Love Language or Emotional Conditioning?
I remember a few months ago while I was still serving in Ilorin, my phone decided to go for a swim in the toilet and, well… it didn’t survive. Suddenly, I was living phoneless cut off from the world.
My only escape from boredom became my laptop, and somewhere in that silence and stillness, I had an epiphany that shook me to my core.
I was watching a Korean series, Gyeongseong Creature - action, romance, heartbreak, all rolled into one. The main characters were literally fighting for their love, sacrificing everything. I was deeply moved, almost teary-eyed, and as I watched, I said to myself,
“Now that’s love - love that serves, love that sacrifices.”
After all, my love language has always been acts of service.
But right there, in that moment, I felt the Holy Spirit whisper,
“Maybe the reason your love language is acts of service is because you’ve had to work to be loved. And that’s why you expect others to prove their love through work too.”
Boyyyyyyy, when I tell you I gasped - hands on my mouth, frozen for a good fifteen minutes - I’m not exaggerating. Because it was true. It was so painfully true.
I spent the rest of that week (thankfully phoneless) doing deep reflection.
I began to trace the pattern in my family, in friendships, in past relationships. I realized I’d built a belief system that love must be earned. That to deserve affection, I had to do something show up, fix, serve, perform.
For the first time, I began to question what I’d accepted as truth.
Was acts of service really my love language, or was it my emotional conditioning talking?
Psychologists often say our love languages; the ways we give and receive love, are heavily influenced by childhood experiences.
When love felt conditional (“you’re loved when you behave well,” “you’re good when you help out”), we subconsciously learn to perform for affection. That’s how acts of service can become both beautiful and burdensome; it is true that it’s not always about love, but more so about earning safety.
Likewise,
- Words of affirmation can come from a need for validation after growing up unseen.
- Physical touch might come from a longing for closeness that was denied.
- Gift giving can mask fear of abandonment — “if I give, you’ll stay.”
- Quality time might be rooted in the ache of emotional neglect.
It’s not anyone’s fault at least not entirely.
Our parents loved us the way they knew how, often from their own unhealed places.
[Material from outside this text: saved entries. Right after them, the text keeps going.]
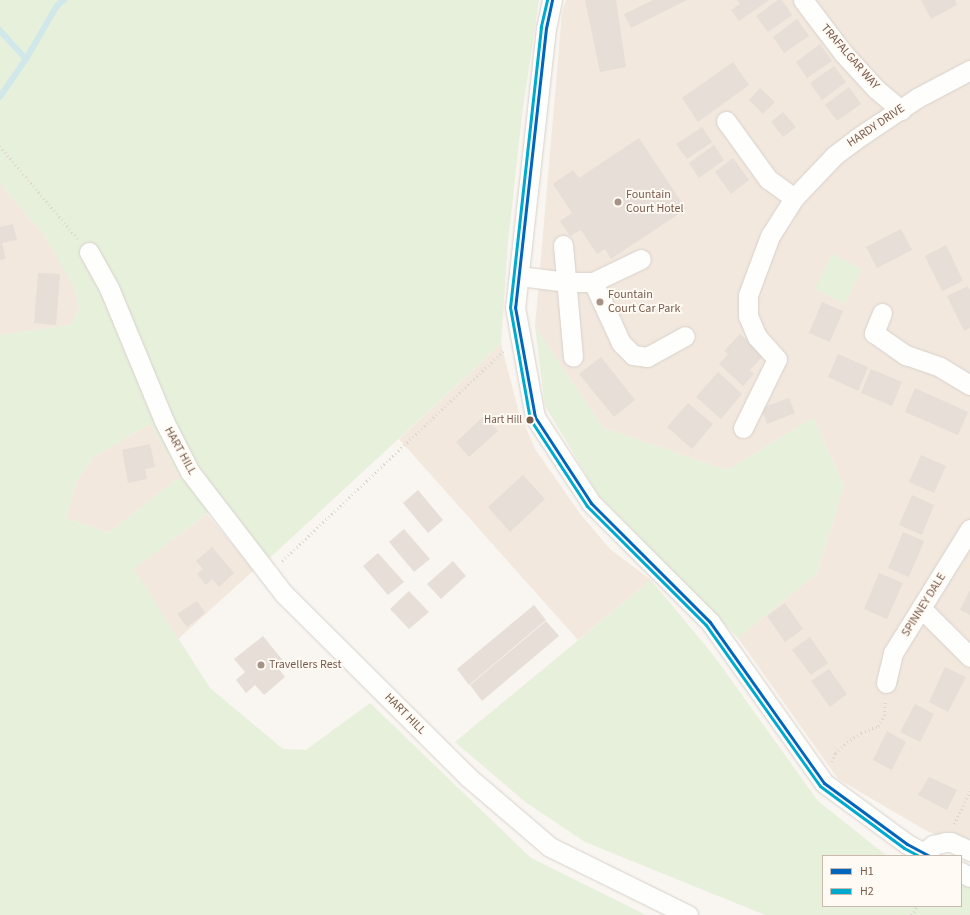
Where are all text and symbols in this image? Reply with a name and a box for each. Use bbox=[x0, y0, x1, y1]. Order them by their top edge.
street label: TRAFALGAR WAY bbox=[818, 21, 882, 93]
street label: HARDY DRIVE bbox=[844, 101, 908, 151]
place label: Fountain Court Hotel bbox=[626, 188, 684, 216]
marker: Fountain Court Hotel bbox=[613, 197, 623, 207]
place label: Fountain Court Car Park bbox=[608, 288, 680, 316]
marker: Fountain Court Car Park bbox=[595, 297, 605, 307]
place label: Hart Hill bbox=[484, 413, 522, 427]
marker: Hart Hill bbox=[525, 415, 535, 425]
street label: HART HILL bbox=[161, 425, 199, 477]
street label: SPINNEY DALE bbox=[899, 571, 949, 639]
place label: Travellers Rest bbox=[269, 658, 341, 672]
marker: Travellers Rest bbox=[256, 660, 266, 670]
street label: HART HILL bbox=[381, 690, 429, 738]
legend bbox=[822, 855, 962, 907]
text: H1 bbox=[860, 863, 874, 880]
text: H2 bbox=[860, 883, 874, 900]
But it becomes our responsibility to interpret, heal, and redefine love for ourselves.
Once I realized that my “acts of service” might be a emotional conditioning, I had to ask,
How do I begin to love differently?
How do I unlearn the idea that love must be earned?
The answer wasn’t instant.
It meant slowing down and allowing myself to be loved without doing.
It meant sitting with discomfort when someone helped me, without rushing to “return the favor.”
It meant letting kindness reach me without the guilt of not deserving it.
And in that process, I realized that’s how Jesus loves.
Not because of what we do, but simply because we are.
His love doesn’t need to be performed for, it just is.
That’s the model I’m learning to accept.
That love isn’t a transaction - it’s a presence.
So I’ll leave you with a question that changed me:
Why is your love language your love language?
Maybe it’s pure, or maybe, like me, it’s something you learned to survive. There’s no shame in whatever you discover .There’s no shame in whatever you discover, self-awareness is the first step toward healing.
You can start healing by allowing love to feel easy again.
Not earned, not proven just received. Because sometimes, the love we think we crave isn’t really what we need it’s just what we were taught to chase.